We are given the equilibrium constant (Ksp) for the dissolution of BaF2:

BaF2 (s) <=> Ba^2+ (aq) + 2F^- (aq)

Ksp = [Ba^2+] * [F^-]^2

We are asked to find the solubility of BaF2 in moles per liter, which means we need to find the concentration of Ba^2+ ions in the solution.

Let x be the concentration of Ba^2+ ions in moles per liter.
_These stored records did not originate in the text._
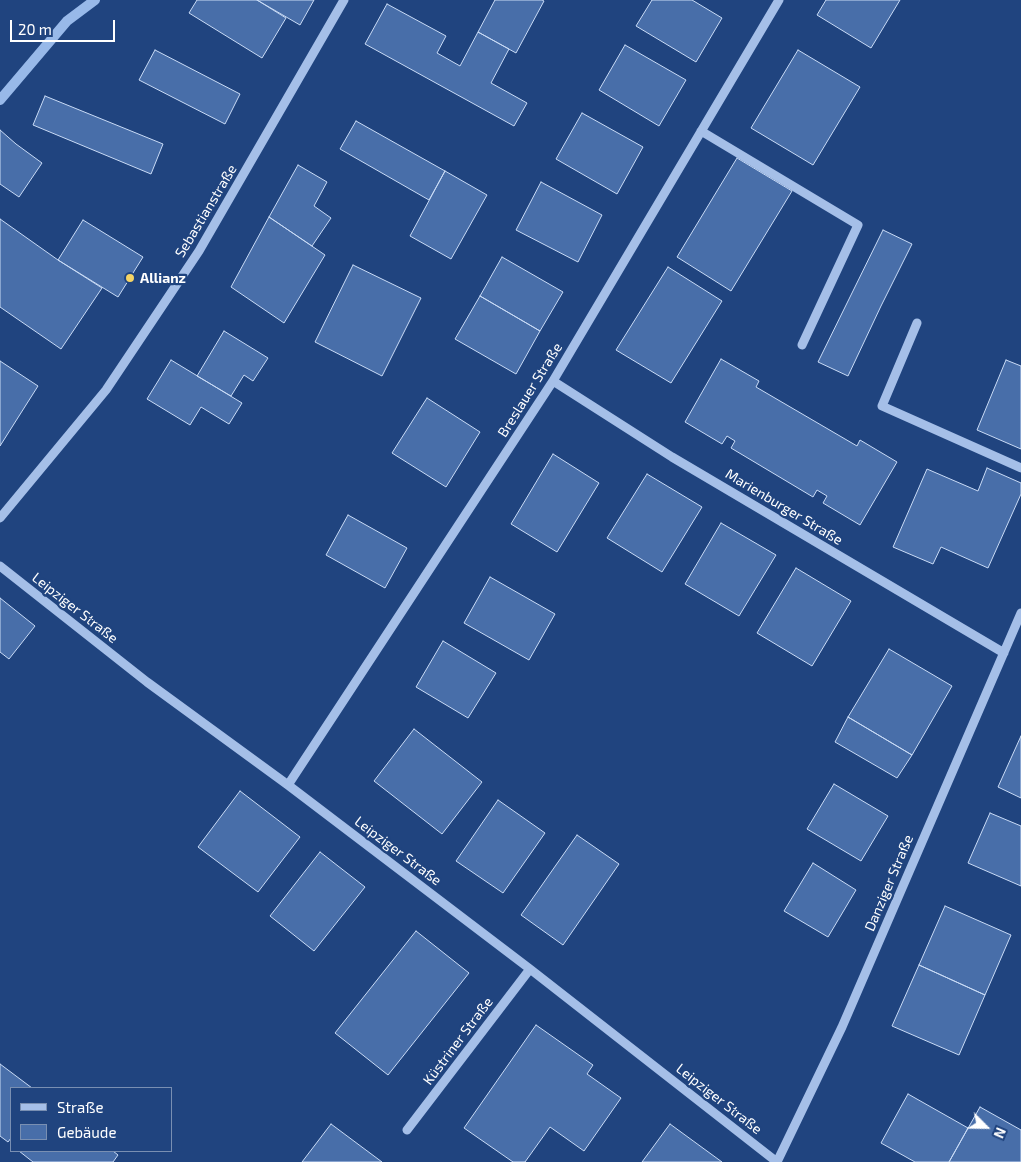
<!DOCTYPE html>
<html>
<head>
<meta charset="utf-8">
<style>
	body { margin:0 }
	#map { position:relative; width:1021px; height:1162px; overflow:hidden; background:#20447f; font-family:"Exo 2",sans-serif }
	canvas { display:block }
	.legend { position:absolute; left:10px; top:1087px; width:162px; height:65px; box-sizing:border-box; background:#20447f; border:1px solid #798fb2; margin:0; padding:6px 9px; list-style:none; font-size:15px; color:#fff }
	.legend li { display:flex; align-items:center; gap:10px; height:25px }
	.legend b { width:25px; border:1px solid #798fb2 }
	.north { position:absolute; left:961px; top:1102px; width:50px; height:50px; -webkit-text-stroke:4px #20447f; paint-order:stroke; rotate:113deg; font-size:14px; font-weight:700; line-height:20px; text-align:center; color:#fff }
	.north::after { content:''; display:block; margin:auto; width:18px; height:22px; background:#fff; clip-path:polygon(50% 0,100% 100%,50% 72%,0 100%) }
	.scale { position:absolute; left:10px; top:20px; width:105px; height:22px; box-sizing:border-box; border:2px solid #fff; border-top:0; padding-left:6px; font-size:15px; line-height:18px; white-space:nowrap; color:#fff; -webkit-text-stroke:4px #20447f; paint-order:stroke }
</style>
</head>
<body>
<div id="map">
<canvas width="1021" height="1162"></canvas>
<ul class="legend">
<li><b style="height:6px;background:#a5bfe8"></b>Straße</li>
<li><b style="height:14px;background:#486ea9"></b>Gebäude</li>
</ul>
<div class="north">N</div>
<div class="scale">20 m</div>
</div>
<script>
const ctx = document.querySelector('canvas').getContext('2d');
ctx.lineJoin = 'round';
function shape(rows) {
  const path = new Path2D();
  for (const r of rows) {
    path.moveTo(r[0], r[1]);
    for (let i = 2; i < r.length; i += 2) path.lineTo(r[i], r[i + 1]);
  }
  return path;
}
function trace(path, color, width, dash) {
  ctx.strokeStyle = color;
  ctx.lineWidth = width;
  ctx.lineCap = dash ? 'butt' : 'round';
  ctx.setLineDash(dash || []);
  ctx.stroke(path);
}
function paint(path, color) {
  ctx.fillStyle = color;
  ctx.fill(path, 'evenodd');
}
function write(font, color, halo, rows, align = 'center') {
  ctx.font = font + ' "Exo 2",sans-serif';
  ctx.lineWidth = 4.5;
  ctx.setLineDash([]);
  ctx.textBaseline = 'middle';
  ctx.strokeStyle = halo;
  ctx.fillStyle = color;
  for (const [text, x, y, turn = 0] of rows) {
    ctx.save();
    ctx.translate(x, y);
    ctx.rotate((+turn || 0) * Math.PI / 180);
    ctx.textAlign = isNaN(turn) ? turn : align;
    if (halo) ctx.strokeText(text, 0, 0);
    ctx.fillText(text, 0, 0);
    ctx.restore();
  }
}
const stream = shape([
	[0,100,67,21,95,0]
]);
const building = shape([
	[197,0,257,0,286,18,262,58,189,13,197,0],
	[257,0,314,0,300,25,257,0],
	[495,0,542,0,544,1,516,53,478,32,495,0],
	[652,0,692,0,722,18,696,62,636,26,652,0],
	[826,0,900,0,871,48,817,15,826,0],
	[387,4,446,36,437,53,460,66,478,32,509,49,491,83,527,103,514,126,365,44,387,4],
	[625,45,686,80,659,126,599,90,625,45],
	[155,50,240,94,225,124,139,80,155,50],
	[798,50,860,87,813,165,751,128,798,50],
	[45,96,163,144,151,174,33,125,45,96],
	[582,113,643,147,617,194,556,159,582,113],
	[356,121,445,171,429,200,340,149,356,121],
	[0,130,16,144,42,163,19,197,0,184,0,130],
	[737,158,792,191,731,291,677,257,737,158],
	[298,165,327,182,314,206,331,218,312,246,269,217,298,165],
	[445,171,487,195,451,259,410,236,445,171],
	[541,182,602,215,578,262,516,230,541,182],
	[269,217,325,255,284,323,231,287,269,217],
	[0,219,58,260,102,288,61,349,0,307,0,219],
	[83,220,143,257,118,297,58,260,83,220],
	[883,230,912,244,881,306,848,376,818,362,883,230],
	[502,257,563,292,540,331,480,296,502,257],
	[353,265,421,298,382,376,315,342,353,265],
	[668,267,722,301,671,383,616,350,668,267],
	[480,296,540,331,516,374,455,339,480,296],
	[224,331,268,358,253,381,244,375,231,396,197,376,224,331],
	[721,359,759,381,756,387,857,446,860,440,897,462,860,525,823,503,827,496,817,490,813,497,731,448,735,441,727,436,722,444,685,422,721,359],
	[171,360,242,403,229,424,201,407,190,425,147,399,171,360],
	[1006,360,1021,366,1021,449,977,430,1006,360],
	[0,361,38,386,0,446,0,361],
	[427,398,480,432,446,487,392,453,427,398],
	[553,454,599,483,557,552,511,524,553,454],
	[987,468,1021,483,1021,494,988,568,941,547,933,564,893,547,927,469,978,491,987,468],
	[647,474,702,507,662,572,607,538,647,474],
	[348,515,407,548,385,588,326,555,348,515],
	[721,523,776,555,739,616,685,584,721,523],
	[796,568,851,601,812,666,757,633,796,568],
	[490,577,555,614,529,660,464,623,490,577],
	[0,598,35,626,9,659,0,652,0,598],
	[443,641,496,673,468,718,416,687,443,641],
	[889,649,952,686,912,755,848,717,889,649],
	[848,717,912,755,897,778,835,742,848,717],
	[414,729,482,782,442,834,374,781,414,729],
	[1021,736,1021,798,998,787,1021,736],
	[834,784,888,816,861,861,807,829,834,784],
	[240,791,300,837,258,892,198,847,240,791],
	[498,800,545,833,503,893,456,861,498,800],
	[990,813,1021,826,1021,886,968,863,990,813],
	[577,835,619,864,563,945,521,915,577,835],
	[320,852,365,887,314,951,270,916,320,852],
	[813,863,856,890,828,937,784,911,813,863],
	[945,906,1011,935,985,995,919,965,945,906],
	[416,931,469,973,388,1075,335,1033,416,931],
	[919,965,985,995,959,1055,892,1026,919,965],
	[536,1025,593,1065,587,1074,621,1098,584,1151,550,1127,525,1162,513,1162,464,1128,536,1025],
	[0,1064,32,1088,11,1088,11,1138,8,1142,0,1136,0,1064],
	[908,1094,968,1128,949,1162,915,1162,881,1143,908,1094],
	[980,1107,1021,1130,1021,1162,949,1162,980,1107],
	[331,1124,382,1162,302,1162,331,1124],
	[670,1124,722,1162,642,1162,670,1124],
	[19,1151,113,1151,118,1155,113,1162,33,1162,19,1151]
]);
const minor = shape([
	[701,131,858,225,802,345],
	[917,323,882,406,1021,468],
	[553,381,672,457,1004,653],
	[0,518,106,390,199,251,344,0],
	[0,566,147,682,288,785,530,969,777,1162],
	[288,785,553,381,779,0],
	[407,1130,530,969],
	[777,1162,842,1027,1021,613]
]);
const markers = [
	[130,278,5,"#f5d465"]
];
const streetNames = [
	["Sebastianstraße",206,211,-59],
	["Breslauer Straße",530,390,-58],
	["Marienburger Straße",784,507,31],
	["Leipziger Straße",75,608,38],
	["Leipziger Straße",398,851,37],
	["Danziger Straße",889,883,-67],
	["Küstriner Straße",458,1041,-53],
	["Leipziger Straße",719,1099,38]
];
const poiNames = [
	["Allianz",140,278]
];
trace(stream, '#98b9e9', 10);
paint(building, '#486ea9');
trace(building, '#c9dbf6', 1);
trace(minor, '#a5bfe8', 9);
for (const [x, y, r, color] of markers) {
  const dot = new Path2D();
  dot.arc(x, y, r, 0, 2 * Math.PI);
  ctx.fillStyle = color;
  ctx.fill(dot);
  trace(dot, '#20447f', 2);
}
write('14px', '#fff', '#20447f', streetNames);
write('bold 14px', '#fff', '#20447f', poiNames, 'left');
</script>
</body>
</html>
Since there are two moles of F^- ions for every mole of Ba^2+ ions, the concentration of F^- ions is 2x.

Now, we can substitute these concentrations into the Ksp equation:

Ksp = (x) * (2x)^2 = 4x^3

We are given Ksp = 1.8 * 10^(-7), so we can solve for x:

(1.8 * 10^(-7)) = 4x^3

x^3 = (1.8 * 10^(-7)) / 4
x^3 = 4.5 * 10^(-8)
x = (4.5 * 10^(-8))^(1/3)
x ≈ 3.56 * 10^(-3)

Therefore, the solubility of BaF2 in moles per liter is approximately 3.56 * 10^(-3) M.